TASK INPUT START
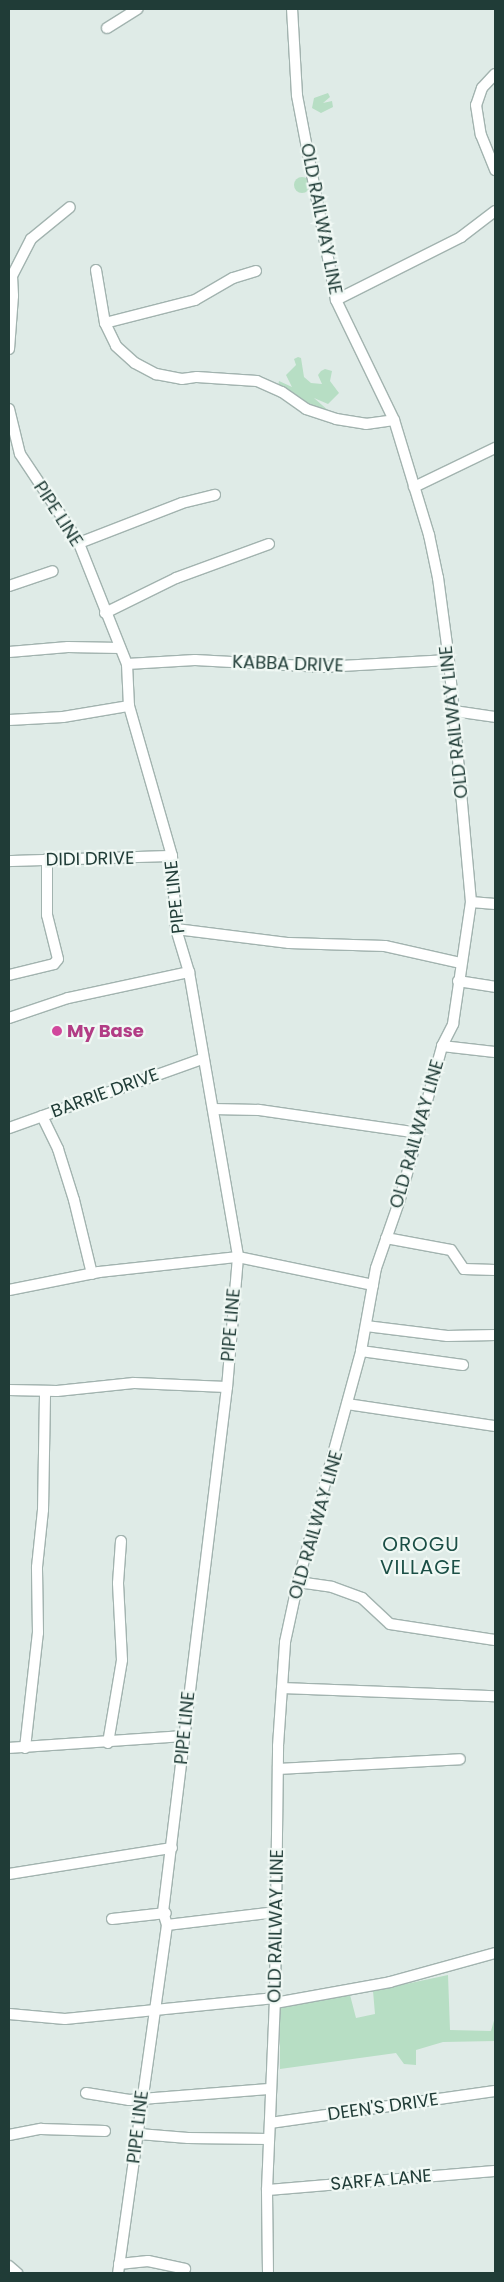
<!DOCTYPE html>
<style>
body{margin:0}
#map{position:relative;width:504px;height:2282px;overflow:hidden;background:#dfebe7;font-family:Poppins,sans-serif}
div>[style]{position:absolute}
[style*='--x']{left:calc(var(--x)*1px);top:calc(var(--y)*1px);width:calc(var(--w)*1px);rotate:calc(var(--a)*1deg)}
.green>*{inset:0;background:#b7dec4}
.round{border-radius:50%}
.roads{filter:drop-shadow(1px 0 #a2b3af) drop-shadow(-1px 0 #a2b3af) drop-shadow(0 1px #a2b3af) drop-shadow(0 -1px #a2b3af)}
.minor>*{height:10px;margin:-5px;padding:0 5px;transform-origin:5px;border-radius:5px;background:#fff}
.dots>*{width:14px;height:14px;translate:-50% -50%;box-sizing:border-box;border:2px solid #f0f8f4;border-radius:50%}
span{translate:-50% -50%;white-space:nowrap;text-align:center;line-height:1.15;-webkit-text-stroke:4.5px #f0f8f4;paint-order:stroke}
.street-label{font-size:18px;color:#203c37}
.hotel-label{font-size:18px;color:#b23c85;font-weight:700}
.left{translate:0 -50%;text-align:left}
.quarter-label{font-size:20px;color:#1b4f46;letter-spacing:1px}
.frame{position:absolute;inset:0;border:10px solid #203c37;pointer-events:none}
</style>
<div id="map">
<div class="green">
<i style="clip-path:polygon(328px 93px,330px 97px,323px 103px,332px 101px,333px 107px,321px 113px,312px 108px,314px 98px)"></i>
<i class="round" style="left:294px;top:177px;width:16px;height:16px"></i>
<i style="clip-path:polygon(298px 357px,301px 358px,304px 377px,311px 383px,322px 384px,318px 375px,321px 371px,325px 369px,332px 371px,330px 381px,339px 393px,328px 404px,314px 398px,330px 412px,309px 408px,278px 386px,279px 381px,292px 387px,286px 375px,296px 365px,294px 359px)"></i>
<i style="clip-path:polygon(448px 1975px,450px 2030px,491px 2031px,495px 2017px,495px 2041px,443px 2042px,416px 2050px,416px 2065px,404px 2064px,396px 2053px,280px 2069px,280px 2008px,350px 1995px,356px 2018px,375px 2014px,373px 1991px)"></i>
</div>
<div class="roads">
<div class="minor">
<i style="--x:107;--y:28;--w:36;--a:-32"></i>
<i style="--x:495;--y:74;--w:19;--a:133"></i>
<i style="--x:482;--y:88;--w:18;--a:109"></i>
<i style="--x:476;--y:105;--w:30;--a:81"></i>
<i style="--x:481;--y:135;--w:38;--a:68"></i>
<i style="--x:96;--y:270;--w:54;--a:80.4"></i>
<i style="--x:105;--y:323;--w:25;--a:64"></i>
<i style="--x:116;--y:346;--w:25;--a:42"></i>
<i style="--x:135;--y:363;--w:24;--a:28"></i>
<i style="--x:156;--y:374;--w:26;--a:11"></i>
<i style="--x:182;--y:379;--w:15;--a:-8"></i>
<i style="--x:197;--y:377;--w:60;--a:3.8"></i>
<i style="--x:257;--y:381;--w:27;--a:24"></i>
<i style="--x:282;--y:392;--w:29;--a:35"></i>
<i style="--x:306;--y:409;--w:32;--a:18"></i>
<i style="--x:336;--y:419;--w:30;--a:9"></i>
<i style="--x:366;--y:424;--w:28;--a:-8"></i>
<i style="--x:9;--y:275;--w:3;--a:18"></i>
<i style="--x:12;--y:276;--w:20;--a:87"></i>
<i style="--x:13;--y:296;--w:53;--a:94.3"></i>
<i style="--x:12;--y:276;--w:42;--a:-62.8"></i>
<i style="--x:31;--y:239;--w:50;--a:-39.4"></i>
<i style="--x:336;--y:300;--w:140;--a:-26.7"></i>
<i style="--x:461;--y:237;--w:43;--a:-37.4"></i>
<i style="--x:105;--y:323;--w:93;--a:-14.3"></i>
<i style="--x:195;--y:300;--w:44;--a:-30.1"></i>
<i style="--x:233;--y:278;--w:24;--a:-17"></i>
<i style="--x:9;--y:409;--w:46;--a:76.3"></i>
<i style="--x:20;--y:454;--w:105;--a:56.3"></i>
<i style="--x:78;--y:541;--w:132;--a:68.3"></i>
<i style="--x:127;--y:664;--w:42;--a:87.3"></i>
<i style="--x:129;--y:706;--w:156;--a:74"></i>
<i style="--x:172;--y:856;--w:73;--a:86.9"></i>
<i style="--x:176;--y:929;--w:45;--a:73.2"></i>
<i style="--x:189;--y:972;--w:289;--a:80.2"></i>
<i style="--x:238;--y:1257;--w:130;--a:94.8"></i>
<i style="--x:227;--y:1387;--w:529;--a:96.95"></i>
<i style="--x:163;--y:1912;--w:14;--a:73"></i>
<i style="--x:167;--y:1925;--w:351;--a:98"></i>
<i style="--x:414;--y:487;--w:90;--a:-25.7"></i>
<i style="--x:79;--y:543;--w:110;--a:-21.2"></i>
<i style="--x:182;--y:503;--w:34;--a:-14"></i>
<i style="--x:9;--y:586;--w:46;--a:-18.8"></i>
<i style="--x:105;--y:613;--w:79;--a:-26.2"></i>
<i style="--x:176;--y:578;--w:99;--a:-20.1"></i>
<i style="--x:9;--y:652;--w:59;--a:-4.8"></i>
<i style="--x:68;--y:647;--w:52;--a:1.1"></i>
<i style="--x:127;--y:664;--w:68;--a:-3.4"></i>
<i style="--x:195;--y:660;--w:128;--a:3.1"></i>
<i style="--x:323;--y:667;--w:126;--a:-3.2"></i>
<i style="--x:454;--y:711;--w:41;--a:8.3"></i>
<i style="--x:9;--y:720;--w:54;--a:-3.2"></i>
<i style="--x:63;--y:717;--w:67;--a:-9.5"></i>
<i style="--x:9;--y:861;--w:163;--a:-1.8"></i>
<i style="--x:471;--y:902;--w:24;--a:5"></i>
<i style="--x:176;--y:929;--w:114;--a:7.1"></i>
<i style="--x:289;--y:943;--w:96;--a:1.8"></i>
<i style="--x:385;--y:946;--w:78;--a:12.6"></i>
<i style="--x:9;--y:975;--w:46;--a:-13.7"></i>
<i style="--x:54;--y:964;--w:6;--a:-51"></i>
<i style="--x:58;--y:959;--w:45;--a:-104"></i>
<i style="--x:47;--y:915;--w:56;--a:-90"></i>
<i style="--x:458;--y:981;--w:37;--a:9"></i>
<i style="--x:9;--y:1018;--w:62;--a:-18.7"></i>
<i style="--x:68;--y:998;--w:124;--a:-12.1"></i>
<i style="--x:442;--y:1046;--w:53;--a:6.5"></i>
<i style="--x:213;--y:1109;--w:46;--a:1.2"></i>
<i style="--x:259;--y:1110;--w:162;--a:8.2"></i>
<i style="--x:42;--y:1116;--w:37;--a:64"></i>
<i style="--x:58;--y:1149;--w:53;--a:72.6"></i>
<i style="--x:74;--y:1200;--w:76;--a:76.3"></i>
<i style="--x:9;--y:1128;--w:205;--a:-19.7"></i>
<i style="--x:386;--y:1238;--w:66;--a:10.5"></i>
<i style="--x:451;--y:1250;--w:23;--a:56"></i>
<i style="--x:464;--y:1269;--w:31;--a:2"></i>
<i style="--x:9;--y:1290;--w:92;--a:-11.3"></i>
<i style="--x:99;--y:1272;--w:140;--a:-6.2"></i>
<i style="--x:238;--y:1257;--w:138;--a:11.7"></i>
<i style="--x:366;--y:1326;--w:82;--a:7"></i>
<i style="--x:447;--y:1336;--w:48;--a:-1.2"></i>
<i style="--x:361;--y:1351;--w:103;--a:7.8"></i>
<i style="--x:9;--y:1390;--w:48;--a:1.2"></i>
<i style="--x:57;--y:1391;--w:77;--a:-5.9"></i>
<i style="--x:134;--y:1383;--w:93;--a:2.5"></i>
<i style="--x:347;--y:1404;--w:150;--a:8.5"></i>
<i style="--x:298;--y:1582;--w:34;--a:8"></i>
<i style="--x:332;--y:1587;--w:32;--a:20"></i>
<i style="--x:362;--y:1598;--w:38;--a:43"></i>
<i style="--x:390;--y:1624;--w:106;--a:8.7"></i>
<i style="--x:282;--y:1688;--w:213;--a:2.2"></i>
<i style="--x:108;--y:1743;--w:84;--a:-80.4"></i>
<i style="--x:122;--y:1660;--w:77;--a:-93"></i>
<i style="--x:118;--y:1583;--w:42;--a:-85.9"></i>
<i style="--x:9;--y:1748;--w:174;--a:-3.9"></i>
<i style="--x:25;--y:1748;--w:116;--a:-83.6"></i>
<i style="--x:38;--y:1633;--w:66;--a:-90.9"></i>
<i style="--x:37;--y:1567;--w:57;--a:-84"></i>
<i style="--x:43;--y:1510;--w:119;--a:-89"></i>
<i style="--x:278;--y:1769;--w:182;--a:-3.1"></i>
<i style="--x:9;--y:1874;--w:165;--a:-9.1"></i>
<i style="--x:112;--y:1919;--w:54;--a:-6.3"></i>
<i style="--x:167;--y:1925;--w:110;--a:-6.8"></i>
<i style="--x:275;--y:2003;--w:117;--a:-10.3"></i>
<i style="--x:390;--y:1982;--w:109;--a:-15.4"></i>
<i style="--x:9;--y:2014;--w:56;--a:5.1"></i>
<i style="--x:65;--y:2019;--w:211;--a:-5.7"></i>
<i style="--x:86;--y:2093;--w:44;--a:9.2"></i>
<i style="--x:129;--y:2100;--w:140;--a:-4.5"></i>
<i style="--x:270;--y:2123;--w:227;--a:-8.1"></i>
<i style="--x:139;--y:2134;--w:49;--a:4.7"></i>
<i style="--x:188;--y:2138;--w:81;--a:0.7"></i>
<i style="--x:9;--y:2135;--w:33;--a:-11"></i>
<i style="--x:41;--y:2129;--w:64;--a:1.8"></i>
<i style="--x:267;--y:2190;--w:229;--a:-4.8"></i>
<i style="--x:119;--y:2264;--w:29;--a:-6"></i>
<i style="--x:148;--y:2261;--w:38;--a:12"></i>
<i style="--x:9;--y:2266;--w:11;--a:41"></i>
<i style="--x:268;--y:2273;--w:83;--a:-90.7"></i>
<i style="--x:267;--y:2190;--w:192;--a:-87.6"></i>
<i style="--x:275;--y:1998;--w:252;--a:-89.3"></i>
<i style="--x:278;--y:1746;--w:104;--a:-86.1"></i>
<i style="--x:285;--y:1642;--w:61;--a:-77.8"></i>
<i style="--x:298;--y:1582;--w:239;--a:-74.7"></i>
<i style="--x:361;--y:1351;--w:84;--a:-79.8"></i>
<i style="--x:376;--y:1268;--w:73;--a:-70.8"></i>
<i style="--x:400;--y:1199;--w:159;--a:-74.6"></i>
<i style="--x:442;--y:1046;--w:25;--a:-63"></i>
<i style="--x:453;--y:1024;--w:123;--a:-81.6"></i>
<i style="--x:471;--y:902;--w:243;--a:-95.2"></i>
<i style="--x:449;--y:660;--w:83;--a:-97.6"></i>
<i style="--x:438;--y:578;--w:44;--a:-101.8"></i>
<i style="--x:429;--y:535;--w:120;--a:-106.9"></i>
<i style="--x:394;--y:420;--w:133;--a:-115.8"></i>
<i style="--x:336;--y:300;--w:209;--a:-100.8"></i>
<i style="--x:297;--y:95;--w:86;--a:-93.3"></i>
</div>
</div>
<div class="dots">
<i style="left:57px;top:1031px;background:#d1479c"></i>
</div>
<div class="street-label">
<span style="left:321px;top:219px;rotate:79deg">OLD RAILWAY LINE</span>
<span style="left:58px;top:514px;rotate:57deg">PIPE LINE</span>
<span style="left:288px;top:664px;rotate:2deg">KABBA DRIVE</span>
<span style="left:454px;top:722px;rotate:-96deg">OLD RAILWAY LINE</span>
<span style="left:90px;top:859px;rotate:-1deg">DIDI DRIVE</span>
<span style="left:175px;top:897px;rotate:-96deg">PIPE LINE</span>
<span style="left:105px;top:1093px;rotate:-20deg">BARRIE DRIVE</span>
<span style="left:417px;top:1134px;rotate:-74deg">OLD RAILWAY LINE</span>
<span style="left:231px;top:1325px;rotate:-85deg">PIPE LINE</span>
<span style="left:316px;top:1525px;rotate:-74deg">OLD RAILWAY LINE</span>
<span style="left:185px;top:1728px;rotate:-84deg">PIPE LINE</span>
<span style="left:276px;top:1926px;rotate:-89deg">OLD RAILWAY LINE</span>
<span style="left:383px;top:2107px;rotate:-8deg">DEEN'S DRIVE</span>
<span style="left:138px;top:2127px;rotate:-83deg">PIPE LINE</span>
<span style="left:381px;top:2180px;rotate:-5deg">SARFA LANE</span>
</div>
<div class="hotel-label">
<span class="left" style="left:67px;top:1031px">My Base</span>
</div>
<div class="quarter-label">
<span style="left:421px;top:1556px">OROGU<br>VILLAGE</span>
</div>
<div class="frame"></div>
</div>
TASK INPUT END
▸ **ACTIVITY**: Return, from the entries, each line that holds "roads".

▸ **WRITTEN REPLY**:
.roads{filter:drop-shadow(1px 0 #a2b3af) drop-shadow(-1px 0 #a2b3af) drop-shadow(0 1px #a2b3af) drop-shadow(0 -1px #a2b3af)}
<div class="roads">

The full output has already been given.